Proving $f_n(x)$ not uniformly convergent

Question

Let $f_n(x)$ be a sequence of functions that converge for $f(x)$ on $x\in[a,b]$ but it's not uniformly convergent on the same range of $x$.

Prove that $f(x)$ is not uniformly convergent on $x\in(a,b)$.

Here is my attempt : using contrapositive I assumed $f(x)$ is uniformly convergent on $x\in(a,b)$ then $\sup_{x\in(a,b)}|f_n(x)-f(x)|\to 0$.

I'm assuming that from this point I should conclude that $\sup_{x\in[a,b]}|f_n(x)-f(x)| \to 0$ which makes the statement true but I'm not sure what should I do next and is it possible that ($\limsup_{x\in(a,b)}|f_n(x)-f(x)|=\limsup_{x\in[a,b]}|f_n(x)-f(x)|$).

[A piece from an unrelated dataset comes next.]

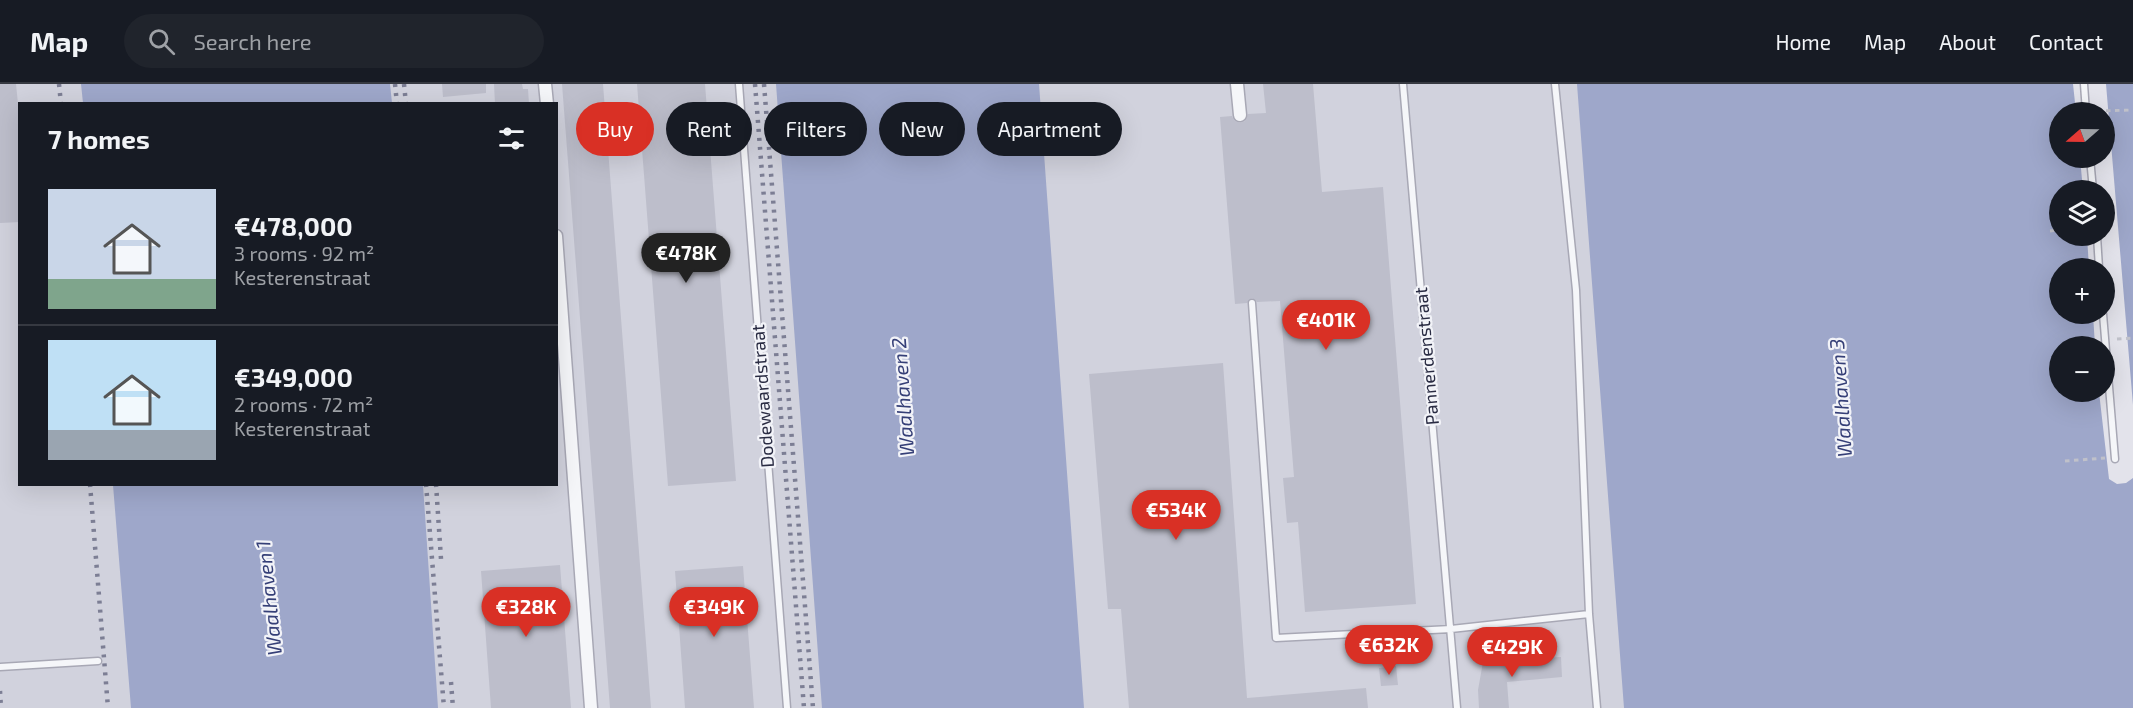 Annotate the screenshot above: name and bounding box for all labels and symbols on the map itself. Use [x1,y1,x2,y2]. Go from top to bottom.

If it was the other way around it would be much easier I suppose.

Answer 1

Assume $f_n$ converges uniformly to $f$ on $(a,b)$ and pointwise to $f$ on $[a,b]$. Then, for all $\epsilon>0$, there exists

1. $N_1(\epsilon)$ st. for all $n>N_1(\epsilon)$ and $a<x<b$, $|f_n(x)-f(x)|<\epsilon$,
2. $N_2(\epsilon)$ st. for all $n>N_2(\epsilon)$, $|f_n(a)-f(a)|<\epsilon$,
3. $N_3(\epsilon)$ st. for all $n>N_3(\epsilon)$, $|f_n(b)-f(b)|<\epsilon$

Therefore, if $N(\epsilon)= \max\{N_1(\epsilon),N_2(\epsilon),N_3(\epsilon)\}$, we obtain: for all $\epsilon>0$, there exist $N(\epsilon)$ st. for all $n>N(\epsilon)$ and $x\in [a,b]$, $|f_n(x)-f(x)|<\epsilon$.

This is a contradiction, since $f_n$ is not uniformly convergent on $[a,b]$.

Answer 2

An elementary fact about supremums is that $\sup(A \cup B) = \max{\{\sup A, \sup B\}}$ for any subsets $A$ and $B$ of the extended real line.

Using this fact, we have that $$ \sup_{x\in[a,b]} \lvert f_n(x) - f(x) \rvert = \max{\{\lvert f_n(a) - f(a)\rvert, \lvert f_n(b) - f(b)\rvert, \sup_{x\in(a,b)} \lvert f_n(x) - f(x) \rvert\}}. $$

If $f_n$ is uniformly convergent on $(a, b)$, then the above expression is the maximum of three sequences, each of which tends to zero, so it must tend to zero as well. This proves the contrapositive that you were after.